印“东方经济学家”就我讨论人民内部矛盾宣传我国在经济方面遭到困难
【新华社新德里航讯】印度“东方经济学家”在1957年5月24日登载了一篇文章,摘载如下:
这个月来从中华人民共和国来的消息都有一种稀有的,几乎是不能置信的腔调。看起来好像无论在政治战线上或是在经济战线上,在中国的团结这个光滑而太蒙人的表面上已经出现了一些裂痕。当一切都进行得很顺利的时候(几乎在整个1956年事情看来都不坏,特别是在工业生产方面),现在被称为“人民群众和领导者之间的对立”的那些东西的发展步调似乎受到了抑制。……宣传部部长陆定一在今年3月间实际上就已经写到“某些人陷入了悲观和失望”的问题。如果像在印度大量发行的那些官方刊物所说的那样一切都很顺利的话,那又何必有这种悲观和失望的情绪呢?

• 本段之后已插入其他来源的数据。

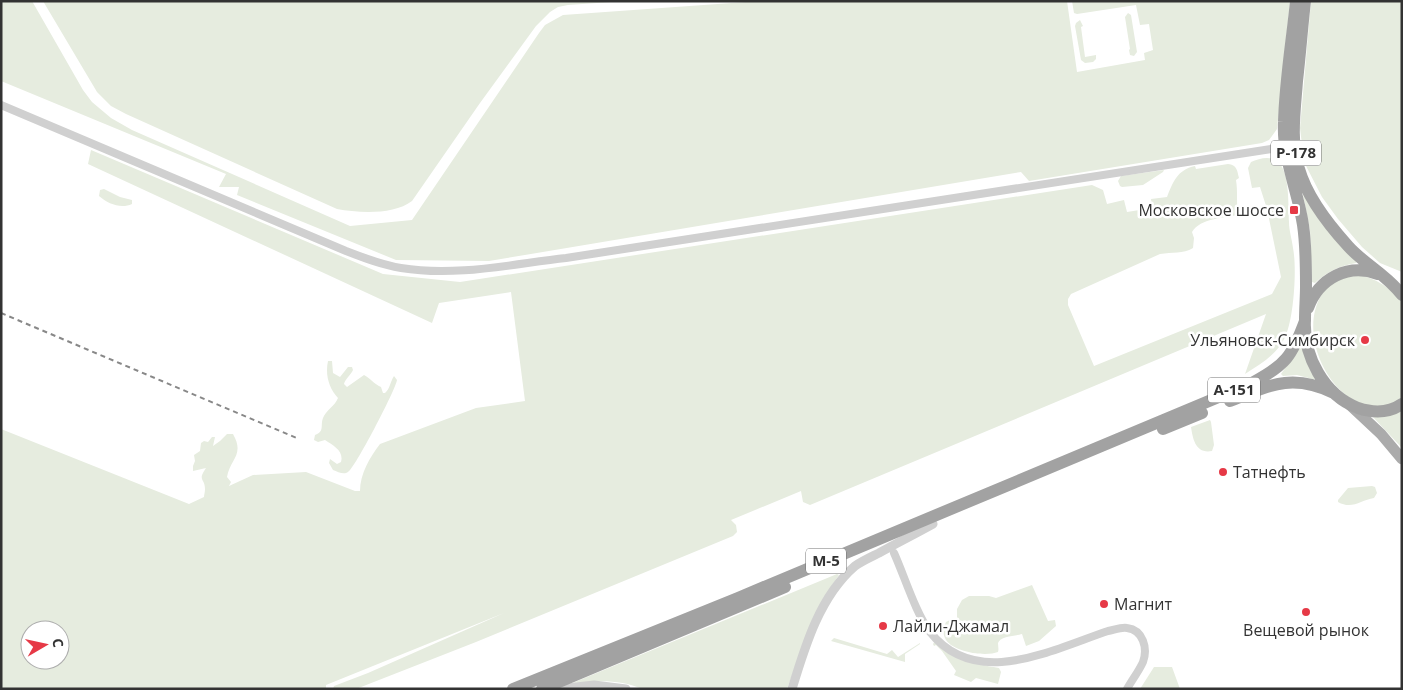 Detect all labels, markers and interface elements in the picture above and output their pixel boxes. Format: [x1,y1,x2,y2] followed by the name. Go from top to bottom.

仔细研究过本地政治经济新闻的人们可以引经据典地证明人民共和国在政治、经济等方面的进展都发生了严重的停顿。
在政治发展的性质方面看来好像是存在着某些忧虑,但是看来大部分的不满基本上是经济方面的。关于布匹的生产和消费最近下降的情形,我们可以得到一些详细的材料。过去根据较大的定量确定的定量供应制度已经失败了。即使是最高的平均消费数也肯定应该认为是不足的。北京一家重要报纸曾经说过下面这么一番话:“在目前的生产基础上,每人可得到的棉布是不足的;每人还不到三十市尺,刚刚够做一套棉衣或是两套单衣。要满足人民衣着的需要这显然是不够的。”也许可以加上一句:这比印度联邦的每人平均消费量要低得多。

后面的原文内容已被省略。